I enjoyed reading this so much (my poor husband just got bombarded with fun facts on the sofa next to me)! Particularly interesting to see how the sentiment score preceeding the word 'wife' jumped up in the 17th century, absolutely fascinating stuff (ps. I would have greatly enjoyed that wedding speech).

Alice Evans's avatar

Thank you so much Jasmine! Yes, that graph is fascinating!
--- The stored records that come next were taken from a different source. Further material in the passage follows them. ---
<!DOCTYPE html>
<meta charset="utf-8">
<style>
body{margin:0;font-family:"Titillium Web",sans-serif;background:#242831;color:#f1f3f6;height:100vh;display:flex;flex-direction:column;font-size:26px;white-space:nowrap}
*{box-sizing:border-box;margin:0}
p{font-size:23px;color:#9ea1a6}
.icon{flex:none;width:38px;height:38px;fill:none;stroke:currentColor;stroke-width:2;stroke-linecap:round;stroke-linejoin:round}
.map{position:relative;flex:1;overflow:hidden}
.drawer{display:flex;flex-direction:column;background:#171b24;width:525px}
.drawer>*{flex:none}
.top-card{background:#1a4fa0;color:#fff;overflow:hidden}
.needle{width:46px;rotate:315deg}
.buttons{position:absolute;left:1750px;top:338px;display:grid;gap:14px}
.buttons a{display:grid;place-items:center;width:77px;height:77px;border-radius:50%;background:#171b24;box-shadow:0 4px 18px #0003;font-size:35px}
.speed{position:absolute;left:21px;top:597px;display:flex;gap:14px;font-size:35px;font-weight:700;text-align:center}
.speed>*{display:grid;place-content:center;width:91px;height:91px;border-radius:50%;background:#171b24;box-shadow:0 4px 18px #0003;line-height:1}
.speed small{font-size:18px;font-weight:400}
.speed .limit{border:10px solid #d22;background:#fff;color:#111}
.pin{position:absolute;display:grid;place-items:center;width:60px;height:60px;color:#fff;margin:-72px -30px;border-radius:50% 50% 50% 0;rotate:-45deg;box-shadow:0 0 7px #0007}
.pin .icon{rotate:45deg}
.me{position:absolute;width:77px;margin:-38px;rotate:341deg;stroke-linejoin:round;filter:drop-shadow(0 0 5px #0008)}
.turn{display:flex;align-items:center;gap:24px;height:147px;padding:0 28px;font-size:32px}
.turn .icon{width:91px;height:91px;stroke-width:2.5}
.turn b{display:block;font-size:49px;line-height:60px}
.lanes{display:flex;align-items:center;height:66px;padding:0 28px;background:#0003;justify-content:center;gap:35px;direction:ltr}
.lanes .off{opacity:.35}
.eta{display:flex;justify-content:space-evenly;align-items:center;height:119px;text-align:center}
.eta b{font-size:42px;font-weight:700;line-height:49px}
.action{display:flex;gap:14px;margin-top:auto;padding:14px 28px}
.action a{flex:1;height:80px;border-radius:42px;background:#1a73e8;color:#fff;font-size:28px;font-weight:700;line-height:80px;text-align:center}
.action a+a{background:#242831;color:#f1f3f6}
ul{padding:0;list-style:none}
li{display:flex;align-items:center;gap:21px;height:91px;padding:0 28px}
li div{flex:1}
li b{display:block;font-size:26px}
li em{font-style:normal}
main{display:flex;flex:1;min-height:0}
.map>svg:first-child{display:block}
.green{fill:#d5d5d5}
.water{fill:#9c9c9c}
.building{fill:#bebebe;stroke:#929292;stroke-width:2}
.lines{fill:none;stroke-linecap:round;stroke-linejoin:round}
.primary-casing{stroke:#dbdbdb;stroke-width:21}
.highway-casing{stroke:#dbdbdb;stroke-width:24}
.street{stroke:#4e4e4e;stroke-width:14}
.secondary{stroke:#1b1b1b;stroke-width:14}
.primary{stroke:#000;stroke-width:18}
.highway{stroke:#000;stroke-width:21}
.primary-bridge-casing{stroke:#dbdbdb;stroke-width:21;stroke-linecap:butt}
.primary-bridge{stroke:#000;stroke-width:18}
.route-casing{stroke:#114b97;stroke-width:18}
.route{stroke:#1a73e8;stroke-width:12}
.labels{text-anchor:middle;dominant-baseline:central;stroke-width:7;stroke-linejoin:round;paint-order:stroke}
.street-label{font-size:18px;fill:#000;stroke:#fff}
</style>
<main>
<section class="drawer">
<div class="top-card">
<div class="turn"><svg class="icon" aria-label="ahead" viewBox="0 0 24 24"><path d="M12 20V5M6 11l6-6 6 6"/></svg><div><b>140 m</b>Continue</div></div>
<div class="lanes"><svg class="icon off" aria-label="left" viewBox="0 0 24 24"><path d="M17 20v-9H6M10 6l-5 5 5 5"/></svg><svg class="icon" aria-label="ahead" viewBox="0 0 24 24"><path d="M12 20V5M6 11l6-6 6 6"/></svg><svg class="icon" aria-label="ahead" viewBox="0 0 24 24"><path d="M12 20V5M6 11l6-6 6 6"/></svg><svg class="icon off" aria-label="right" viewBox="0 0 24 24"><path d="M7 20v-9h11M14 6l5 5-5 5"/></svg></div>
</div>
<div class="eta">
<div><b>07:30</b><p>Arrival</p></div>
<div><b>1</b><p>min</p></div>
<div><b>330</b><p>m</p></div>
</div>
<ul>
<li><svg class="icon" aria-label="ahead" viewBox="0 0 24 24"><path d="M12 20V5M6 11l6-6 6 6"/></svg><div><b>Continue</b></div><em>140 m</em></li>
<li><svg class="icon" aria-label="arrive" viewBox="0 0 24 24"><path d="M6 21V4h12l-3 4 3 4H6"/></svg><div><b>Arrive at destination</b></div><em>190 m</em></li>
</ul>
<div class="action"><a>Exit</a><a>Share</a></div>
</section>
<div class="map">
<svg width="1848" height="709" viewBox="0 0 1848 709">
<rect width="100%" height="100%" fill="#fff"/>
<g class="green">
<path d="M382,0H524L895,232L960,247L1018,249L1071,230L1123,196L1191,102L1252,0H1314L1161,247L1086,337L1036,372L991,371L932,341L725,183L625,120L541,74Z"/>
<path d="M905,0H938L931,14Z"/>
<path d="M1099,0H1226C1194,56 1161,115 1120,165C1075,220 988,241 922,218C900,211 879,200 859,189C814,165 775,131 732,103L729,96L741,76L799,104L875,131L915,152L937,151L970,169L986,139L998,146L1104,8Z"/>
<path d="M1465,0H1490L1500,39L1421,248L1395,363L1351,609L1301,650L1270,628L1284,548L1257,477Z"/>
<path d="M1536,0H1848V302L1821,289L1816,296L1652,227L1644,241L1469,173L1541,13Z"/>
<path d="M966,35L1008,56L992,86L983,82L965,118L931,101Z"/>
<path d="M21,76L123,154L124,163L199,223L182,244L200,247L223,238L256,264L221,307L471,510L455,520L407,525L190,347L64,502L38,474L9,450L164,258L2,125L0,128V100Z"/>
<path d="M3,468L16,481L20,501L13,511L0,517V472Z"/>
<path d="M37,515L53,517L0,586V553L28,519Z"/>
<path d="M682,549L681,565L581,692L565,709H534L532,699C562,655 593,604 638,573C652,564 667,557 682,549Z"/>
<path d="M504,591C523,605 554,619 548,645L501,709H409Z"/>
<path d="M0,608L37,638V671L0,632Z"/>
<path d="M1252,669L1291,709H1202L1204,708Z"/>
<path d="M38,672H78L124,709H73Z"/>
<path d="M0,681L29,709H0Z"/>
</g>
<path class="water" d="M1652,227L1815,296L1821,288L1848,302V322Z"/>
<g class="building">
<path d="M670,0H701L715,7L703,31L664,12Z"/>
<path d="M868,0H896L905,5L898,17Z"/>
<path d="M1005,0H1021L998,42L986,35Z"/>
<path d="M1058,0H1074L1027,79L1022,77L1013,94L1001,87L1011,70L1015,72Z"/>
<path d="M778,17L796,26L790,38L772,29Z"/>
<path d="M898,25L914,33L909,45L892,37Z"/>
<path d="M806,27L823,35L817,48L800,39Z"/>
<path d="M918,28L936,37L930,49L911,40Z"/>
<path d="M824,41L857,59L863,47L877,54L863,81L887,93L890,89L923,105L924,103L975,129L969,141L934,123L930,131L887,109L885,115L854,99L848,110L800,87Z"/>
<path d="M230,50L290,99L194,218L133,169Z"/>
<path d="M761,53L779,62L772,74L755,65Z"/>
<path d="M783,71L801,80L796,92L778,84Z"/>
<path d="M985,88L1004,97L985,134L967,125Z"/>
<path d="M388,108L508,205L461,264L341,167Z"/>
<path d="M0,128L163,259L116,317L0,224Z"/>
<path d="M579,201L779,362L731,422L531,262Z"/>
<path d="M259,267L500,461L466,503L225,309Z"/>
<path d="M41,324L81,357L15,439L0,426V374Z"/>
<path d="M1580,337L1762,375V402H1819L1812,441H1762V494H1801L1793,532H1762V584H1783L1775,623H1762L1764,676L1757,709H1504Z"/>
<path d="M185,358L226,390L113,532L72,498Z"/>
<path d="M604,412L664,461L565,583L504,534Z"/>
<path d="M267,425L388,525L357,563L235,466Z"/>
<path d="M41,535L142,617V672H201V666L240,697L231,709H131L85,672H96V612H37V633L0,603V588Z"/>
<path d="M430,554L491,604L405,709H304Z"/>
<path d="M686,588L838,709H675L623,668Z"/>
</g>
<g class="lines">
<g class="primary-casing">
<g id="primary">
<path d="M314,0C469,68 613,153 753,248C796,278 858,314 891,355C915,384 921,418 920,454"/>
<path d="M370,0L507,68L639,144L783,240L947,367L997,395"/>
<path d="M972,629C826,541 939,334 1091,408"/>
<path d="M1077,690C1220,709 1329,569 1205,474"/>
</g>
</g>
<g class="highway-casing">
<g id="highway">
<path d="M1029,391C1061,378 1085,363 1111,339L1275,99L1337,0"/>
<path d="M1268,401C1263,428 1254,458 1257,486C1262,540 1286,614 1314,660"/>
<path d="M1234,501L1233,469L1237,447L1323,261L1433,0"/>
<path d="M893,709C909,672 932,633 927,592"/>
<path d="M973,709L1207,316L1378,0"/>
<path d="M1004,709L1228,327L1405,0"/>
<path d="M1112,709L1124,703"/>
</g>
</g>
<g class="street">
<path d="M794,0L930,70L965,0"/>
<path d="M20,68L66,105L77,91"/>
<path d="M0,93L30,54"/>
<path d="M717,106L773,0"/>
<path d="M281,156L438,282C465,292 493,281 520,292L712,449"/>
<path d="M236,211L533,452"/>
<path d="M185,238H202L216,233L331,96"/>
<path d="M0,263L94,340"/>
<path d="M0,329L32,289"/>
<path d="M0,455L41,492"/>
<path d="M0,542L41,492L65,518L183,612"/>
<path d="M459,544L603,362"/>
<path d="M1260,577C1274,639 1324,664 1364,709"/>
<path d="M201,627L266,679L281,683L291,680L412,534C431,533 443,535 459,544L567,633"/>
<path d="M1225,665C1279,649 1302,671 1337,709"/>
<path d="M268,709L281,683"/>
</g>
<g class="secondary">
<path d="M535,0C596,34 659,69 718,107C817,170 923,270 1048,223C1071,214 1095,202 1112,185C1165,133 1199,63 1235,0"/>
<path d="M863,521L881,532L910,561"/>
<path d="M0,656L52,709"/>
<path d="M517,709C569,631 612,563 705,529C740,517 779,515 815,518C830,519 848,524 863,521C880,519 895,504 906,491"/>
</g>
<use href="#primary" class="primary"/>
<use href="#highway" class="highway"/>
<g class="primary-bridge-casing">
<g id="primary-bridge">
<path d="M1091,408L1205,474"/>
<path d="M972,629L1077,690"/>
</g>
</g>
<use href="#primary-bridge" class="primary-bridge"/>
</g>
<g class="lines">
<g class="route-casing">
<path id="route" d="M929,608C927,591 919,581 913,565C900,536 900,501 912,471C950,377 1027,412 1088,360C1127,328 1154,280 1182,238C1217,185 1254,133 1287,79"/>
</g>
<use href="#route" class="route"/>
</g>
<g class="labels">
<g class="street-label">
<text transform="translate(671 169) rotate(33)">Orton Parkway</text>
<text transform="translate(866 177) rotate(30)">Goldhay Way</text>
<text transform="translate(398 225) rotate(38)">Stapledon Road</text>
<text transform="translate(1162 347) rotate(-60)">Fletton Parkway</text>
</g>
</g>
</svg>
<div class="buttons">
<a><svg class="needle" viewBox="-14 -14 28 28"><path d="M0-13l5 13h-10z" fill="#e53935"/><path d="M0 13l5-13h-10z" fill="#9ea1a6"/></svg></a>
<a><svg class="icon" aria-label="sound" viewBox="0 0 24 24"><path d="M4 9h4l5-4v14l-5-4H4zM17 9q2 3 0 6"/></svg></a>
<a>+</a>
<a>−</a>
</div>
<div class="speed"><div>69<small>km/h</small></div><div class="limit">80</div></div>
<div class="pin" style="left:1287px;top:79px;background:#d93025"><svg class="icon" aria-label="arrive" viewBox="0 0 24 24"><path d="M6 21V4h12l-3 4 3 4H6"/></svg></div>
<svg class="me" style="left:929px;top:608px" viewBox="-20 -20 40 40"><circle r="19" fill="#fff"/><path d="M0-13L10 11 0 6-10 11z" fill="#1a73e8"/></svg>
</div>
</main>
Involuntarily Jobless's avatar

Men make all pairing decision. In the past it was competition through brideprice or other tradeable offers to male parents. Now it's direct and indrect status competition(active and supressed) between men that dictates who has access to ask out and offer things in trade for the right to mate guard her. Like before, offers are collected and vetoed until something is left. Vast majority of women do not make active choice and even in those choices the traits being chosen are functionally identical to what guys detect as success inmale male competition. I'm not arguing it's not better for women, the feminist interpretaiton of 'women have pairing choice now' is an illusion.

Mangla_96k's avatar

You should lift weights.

Oz's avatar

Loved this!

You might like this related piece I wrote a while back: https://www.kvetch.au/p/wife-economics-and-the-domestication-e8f

This is CTRL by Nadia Khan's avatar

The distinction between courtship requiring emotional labour versus just providing resources is fascinating. Makes me wonder how much of contemporary gender dynamics still hinges on that same tension.

Matthew Mitchell's avatar

Great article. I'd be curious as to your take on how monogamy has been good for women historically, which you seem to imply, and maybe at present. Somehow it feels kind of uncool right now to make a liberal/progressive/feminist argument for monogamy when conservatives make such rigid ones. But at the same time it seems like maybe an explicit liberal or feminist monogamy argument is really needed in the culture. I can see that committing to one another sexually puts pressure on both parties in a marriage to treat each other well ... except when it doesn't? It's a really interesting cultural debate around monogamy right now with morays kind of up for grabs.

Mangla_96k's avatar

Pretty happy that state capacity declines and mass migration mean this gay culture & its attempted assimilation abroad is dead. Hail the clannish European!

Dark Пельмень's avatar

Many things contributed to the discipline of men. For example, the individualization of violence in the growing European cities of the modern era. There were no clans or extended families that would come after you for revenge. You were simply killed, and that was it. Boxing, which grew out of English fist fighting, is also about trust. It means that none of the participants will pull out a knife. The founding fathers gave people freedom, and Colt equalized their chances (a culture of honor is extremely detrimental to survival).

   Idea that people prefer AI to the attention of the opposite sex is completely ridiculous. They simply cant secure it. And they will not stop "dumping the market" if you take away their porn. Lonely people are already sufferr. At least leave them AI pornography.

P.S. Do you really consider men to be cattle?